• [How to complete this task]
From the very first line of the data to the line containing "position:absolute; left:16px; top:1157px;", retype everything exactly, leaving the pictures behind.
=======
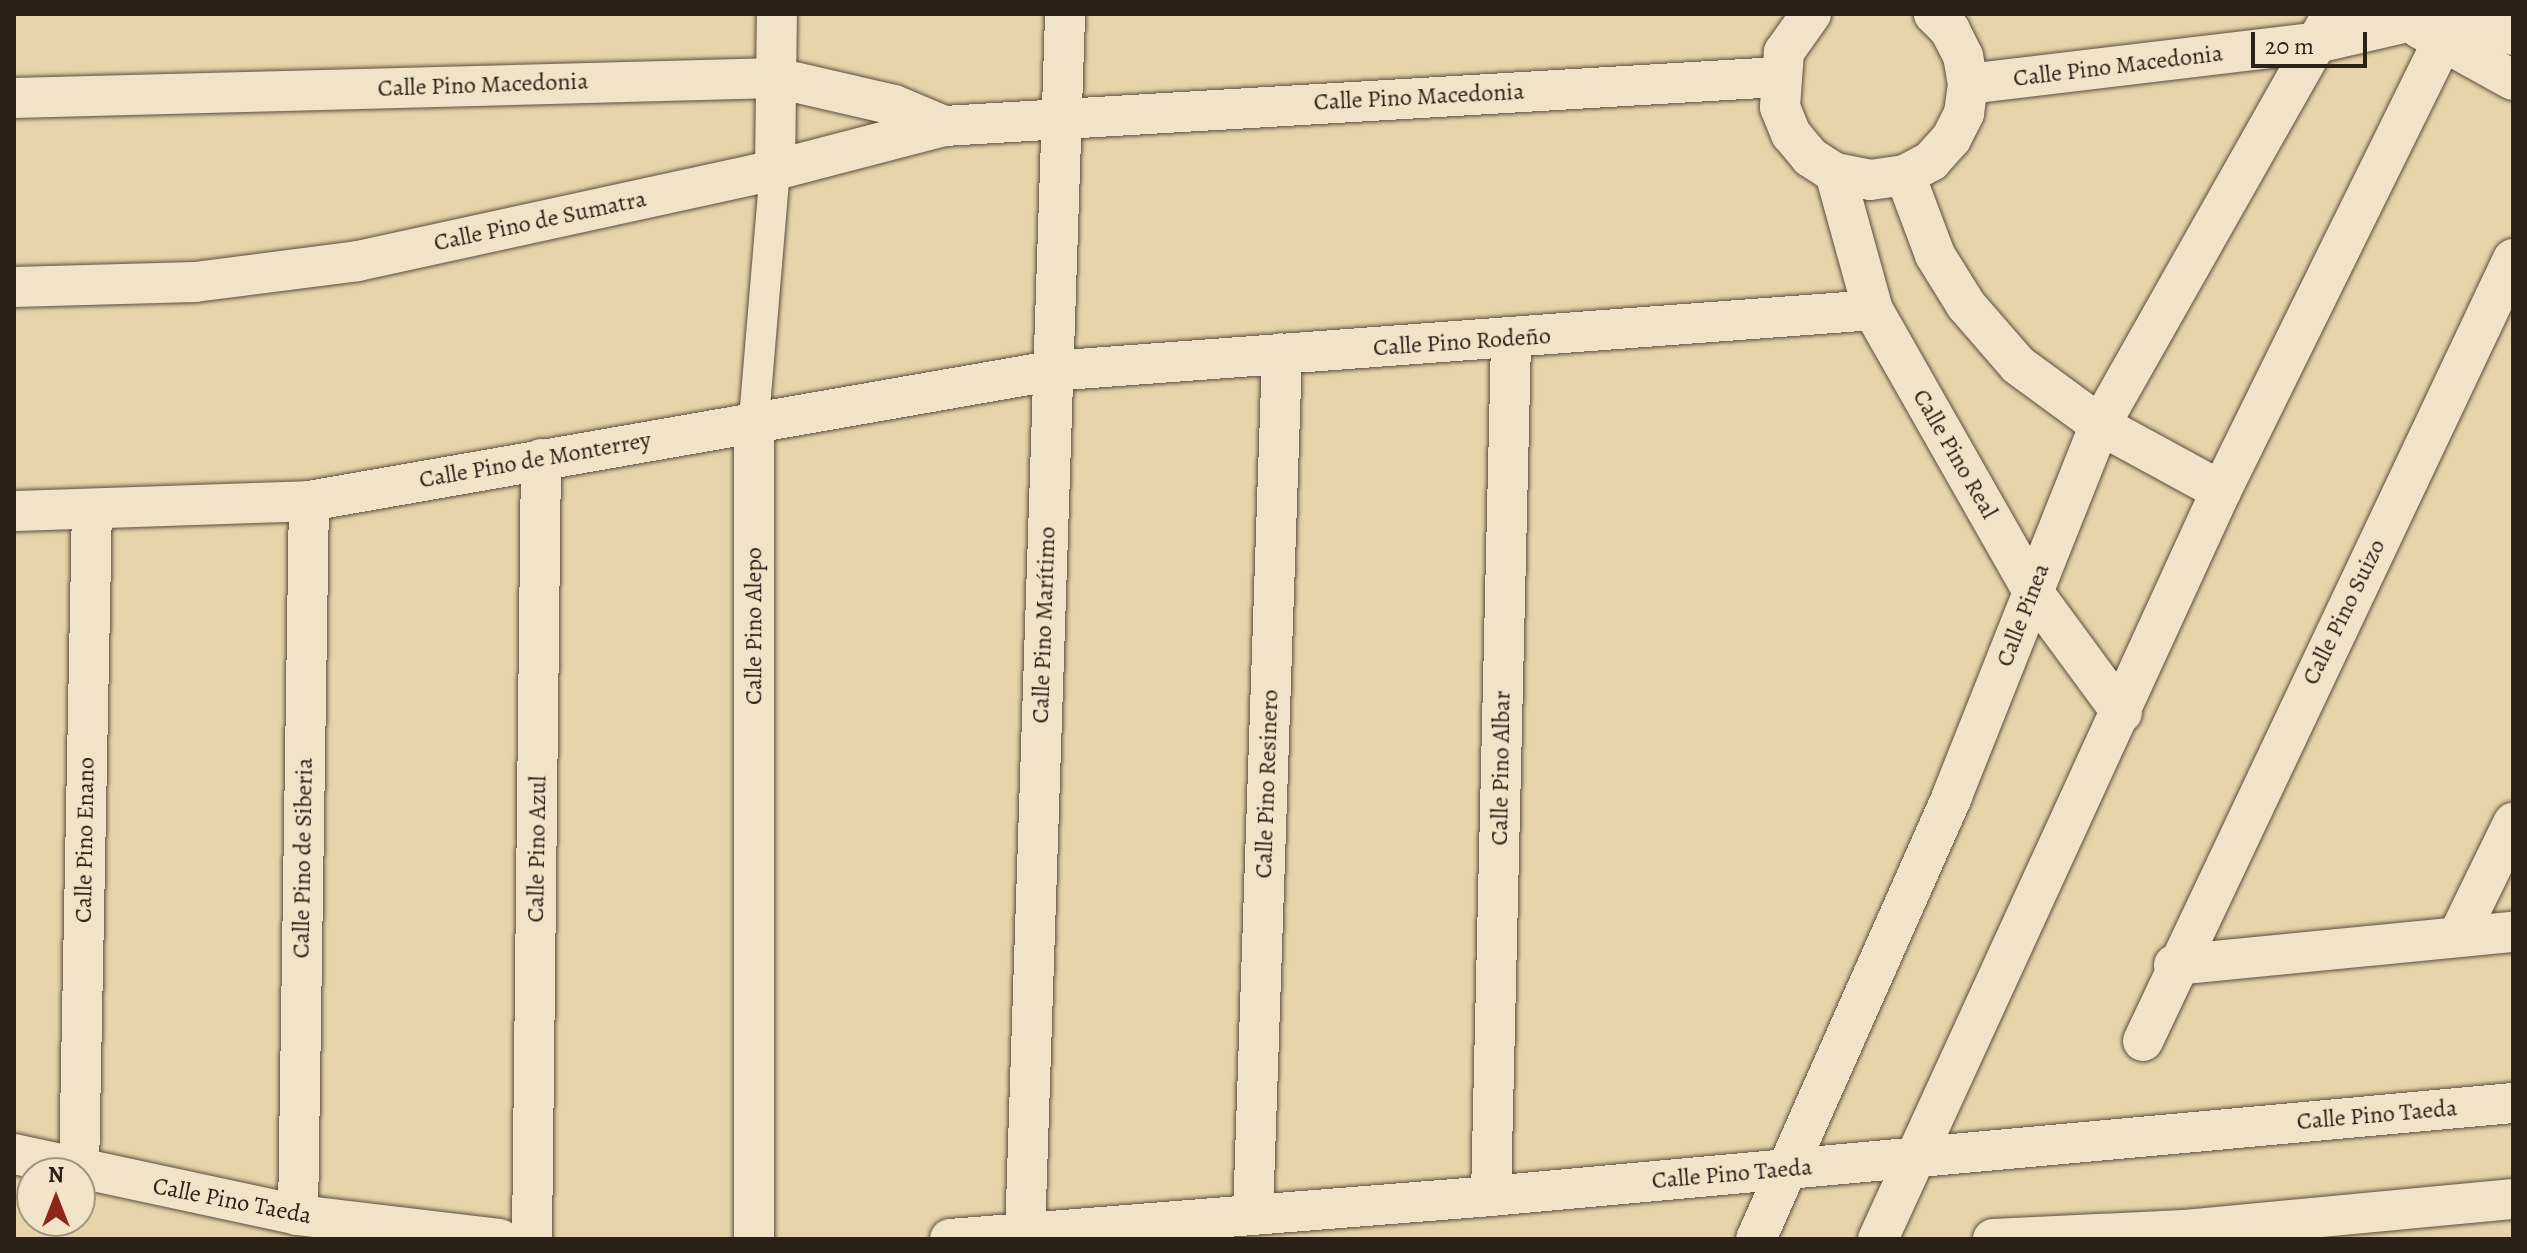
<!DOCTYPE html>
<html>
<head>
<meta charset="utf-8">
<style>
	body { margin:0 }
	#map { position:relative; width:2527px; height:1253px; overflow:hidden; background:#e8d4ab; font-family:Alegreya,serif }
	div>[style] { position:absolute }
	.roads { filter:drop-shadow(0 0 2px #5a4e3d) drop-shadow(0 0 2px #5a4e3d) }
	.pedestrian>* { height:30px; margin:-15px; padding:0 15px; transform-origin:15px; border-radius:15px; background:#f0e3c8 }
	.minor>* { height:40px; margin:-20px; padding:0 20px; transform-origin:20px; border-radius:20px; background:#f0e3c8 }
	span { translate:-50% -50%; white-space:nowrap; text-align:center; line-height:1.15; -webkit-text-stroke:6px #f0e3c8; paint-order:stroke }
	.street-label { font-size:24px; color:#2b2118 }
	.frame { position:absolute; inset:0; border:16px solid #2b2118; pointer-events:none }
	.north { position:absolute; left:16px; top:1157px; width:80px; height:80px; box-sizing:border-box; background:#f0e3c8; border:2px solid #a19582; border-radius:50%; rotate:0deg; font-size:22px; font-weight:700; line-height:32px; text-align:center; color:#2b2118 }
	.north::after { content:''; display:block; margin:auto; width:28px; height:36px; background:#8f2418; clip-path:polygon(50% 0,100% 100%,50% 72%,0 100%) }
	.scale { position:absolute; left:2251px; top:32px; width:116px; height:36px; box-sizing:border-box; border:4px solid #2b2118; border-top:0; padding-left:10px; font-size:24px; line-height:28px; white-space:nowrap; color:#2b2118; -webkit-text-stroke:6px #f0e3c8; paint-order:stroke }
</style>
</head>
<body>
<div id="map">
	<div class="roads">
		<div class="pedestrian">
			<div style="left:754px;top:419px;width:250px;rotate:-85.2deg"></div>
		</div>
		<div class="minor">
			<div style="left:1811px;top:14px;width:47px;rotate:125.4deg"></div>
			<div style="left:1784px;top:52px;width:55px;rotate:94.2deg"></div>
			<div style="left:1780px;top:107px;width:29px;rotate:68deg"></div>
			<div style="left:1791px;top:134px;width:30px;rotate:50deg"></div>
			<div style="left:1810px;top:157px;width:30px;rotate:33deg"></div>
			<div style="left:1835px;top:173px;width:36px;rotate:11deg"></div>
			<div style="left:1870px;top:180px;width:35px;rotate:-8deg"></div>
			<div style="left:1905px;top:175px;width:30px;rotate:-28deg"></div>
			<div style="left:1931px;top:161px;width:30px;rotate:-48deg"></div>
			<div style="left:1951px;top:139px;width:29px;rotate:-63deg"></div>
			<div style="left:1964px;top:113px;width:29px;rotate:-82deg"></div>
			<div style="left:1968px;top:84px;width:28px;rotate:-100deg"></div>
			<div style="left:1963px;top:56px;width:29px;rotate:-117deg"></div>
			<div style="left:1950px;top:30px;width:23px;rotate:-135deg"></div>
			<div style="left:2467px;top:14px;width:51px;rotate:24.5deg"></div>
			<div style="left:2419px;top:28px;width:107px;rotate:29deg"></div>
			<div style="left:1968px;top:84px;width:355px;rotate:-6.8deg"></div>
			<div style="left:2321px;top:42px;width:124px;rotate:-13deg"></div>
			<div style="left:14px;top:98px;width:763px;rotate:-1.5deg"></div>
			<div style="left:777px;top:78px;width:120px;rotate:13deg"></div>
			<div style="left:894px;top:105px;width:54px;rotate:22.8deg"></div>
			<div style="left:775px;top:170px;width:156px;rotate:-89.3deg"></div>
			<div style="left:1835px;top:173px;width:142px;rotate:74.5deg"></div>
			<div style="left:1873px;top:310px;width:324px;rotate:60.4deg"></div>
			<div style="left:2033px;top:592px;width:150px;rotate:53.7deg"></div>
			<div style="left:1905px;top:175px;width:85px;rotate:69.4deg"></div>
			<div style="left:1935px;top:255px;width:59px;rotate:58.2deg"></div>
			<div style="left:1966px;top:305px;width:79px;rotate:49.1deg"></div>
			<div style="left:2018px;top:365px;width:102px;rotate:36.2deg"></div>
			<div style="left:2100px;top:425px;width:138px;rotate:28.6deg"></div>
			<div style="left:14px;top:287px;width:181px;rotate:-1.6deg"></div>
			<div style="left:195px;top:282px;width:164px;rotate:-7.3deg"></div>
			<div style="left:358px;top:261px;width:427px;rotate:-12.3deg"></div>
			<div style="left:775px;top:170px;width:175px;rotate:-14.6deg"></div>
			<div style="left:944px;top:126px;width:835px;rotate:-3.36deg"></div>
			<div style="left:754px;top:419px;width:820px;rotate:90deg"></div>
			<div style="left:14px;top:511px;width:295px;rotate:-1.9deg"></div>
			<div style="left:309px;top:501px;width:753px;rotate:-9.94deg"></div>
			<div style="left:1051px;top:371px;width:824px;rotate:-4.24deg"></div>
			<div style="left:2458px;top:936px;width:126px;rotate:-64deg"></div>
			<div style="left:2174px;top:965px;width:341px;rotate:-5.6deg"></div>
			<div style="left:2143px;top:1041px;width:865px;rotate:-64.68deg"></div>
			<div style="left:14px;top:1154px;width:290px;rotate:12.1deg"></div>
			<div style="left:298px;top:1215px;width:203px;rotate:6.8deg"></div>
			<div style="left:79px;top:1171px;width:662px;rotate:-88.88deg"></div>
			<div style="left:1491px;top:1196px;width:857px;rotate:-88.66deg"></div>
			<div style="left:298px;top:1215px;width:714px;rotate:-89.12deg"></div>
			<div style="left:1253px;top:1215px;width:862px;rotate:-88.07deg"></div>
			<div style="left:1025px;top:1235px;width:1222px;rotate:-88.12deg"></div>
			<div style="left:532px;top:1239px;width:780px;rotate:-89.34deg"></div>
			<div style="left:950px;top:1239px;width:543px;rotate:-4.54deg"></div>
			<div style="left:1491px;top:1196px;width:1026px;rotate:-5.2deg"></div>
			<div style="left:1756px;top:1239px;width:484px;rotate:-66.1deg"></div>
			<div style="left:1952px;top:796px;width:399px;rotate:-68.3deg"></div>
			<div style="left:2100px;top:425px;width:472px;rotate:-60.5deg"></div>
			<div style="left:1878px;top:1239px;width:823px;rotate:-65.37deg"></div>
			<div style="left:2221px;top:491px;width:532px;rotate:-63.77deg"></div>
			<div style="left:1993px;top:1239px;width:191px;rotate:-2.7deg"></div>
			<div style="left:2184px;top:1230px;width:330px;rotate:-5.4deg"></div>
		</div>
	</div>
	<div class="street-label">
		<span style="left:2118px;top:66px;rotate:-7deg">Calle Pino Macedonia</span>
		<span style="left:483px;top:85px;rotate:-2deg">Calle Pino Macedonia</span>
		<span style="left:1419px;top:97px;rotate:-3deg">Calle Pino Macedonia</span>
		<span style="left:540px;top:221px;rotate:-12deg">Calle Pino de Sumatra</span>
		<span style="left:1462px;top:342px;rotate:-4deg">Calle Pino Rodeño</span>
		<span style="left:1955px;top:454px;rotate:60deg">Calle Pino Real</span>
		<span style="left:535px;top:460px;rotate:-10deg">Calle Pino de Monterrey</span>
		<span style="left:2344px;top:612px;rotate:-64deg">Calle Pino Suizo</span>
		<span style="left:2023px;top:615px;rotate:-69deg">Calle Pinea</span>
		<span style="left:1044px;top:625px;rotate:-88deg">Calle Pino Marítimo</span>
		<span style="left:754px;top:626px;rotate:-90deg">Calle Pino Alepo</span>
		<span style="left:1501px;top:768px;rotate:-89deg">Calle Pino Albar</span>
		<span style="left:1267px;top:784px;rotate:-88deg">Calle Pino Resinero</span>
		<span style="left:85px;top:840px;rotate:-89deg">Calle Pino Enano</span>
		<span style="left:537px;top:849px;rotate:-89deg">Calle Pino Azul</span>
		<span style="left:303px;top:858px;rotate:-89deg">Calle Pino de Siberia</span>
		<span style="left:2377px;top:1115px;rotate:-5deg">Calle Pino Taeda</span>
		<span style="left:1732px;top:1174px;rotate:-5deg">Calle Pino Taeda</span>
		<span style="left:232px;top:1201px;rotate:11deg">Calle Pino Taeda</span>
	</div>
	<div class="frame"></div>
	<div class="north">N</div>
	<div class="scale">20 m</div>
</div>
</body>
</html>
=======
• [Solution to this exercise]
<!DOCTYPE html>
<html>
<head>
<meta charset="utf-8">
<style>
	body { margin:0 }
	#map { position:relative; width:2527px; height:1253px; overflow:hidden; background:#e8d4ab; font-family:Alegreya,serif }
	div>[style] { position:absolute }
	.roads { filter:drop-shadow(0 0 2px #5a4e3d) drop-shadow(0 0 2px #5a4e3d) }
	.pedestrian>* { height:30px; margin:-15px; padding:0 15px; transform-origin:15px; border-radius:15px; background:#f0e3c8 }
	.minor>* { height:40px; margin:-20px; padding:0 20px; transform-origin:20px; border-radius:20px; background:#f0e3c8 }
	span { translate:-50% -50%; white-space:nowrap; text-align:center; line-height:1.15; -webkit-text-stroke:6px #f0e3c8; paint-order:stroke }
	.street-label { font-size:24px; color:#2b2118 }
	.frame { position:absolute; inset:0; border:16px solid #2b2118; pointer-events:none }
	.north { position:absolute; left:16px; top:1157px; width:80px; height:80px; box-sizing:border-box; background:#f0e3c8; border:2px solid #a19582; border-radius:50%; rotate:0deg; font-size:22px; font-weight:700; line-height:32px; text-align:center; color:#2b2118 }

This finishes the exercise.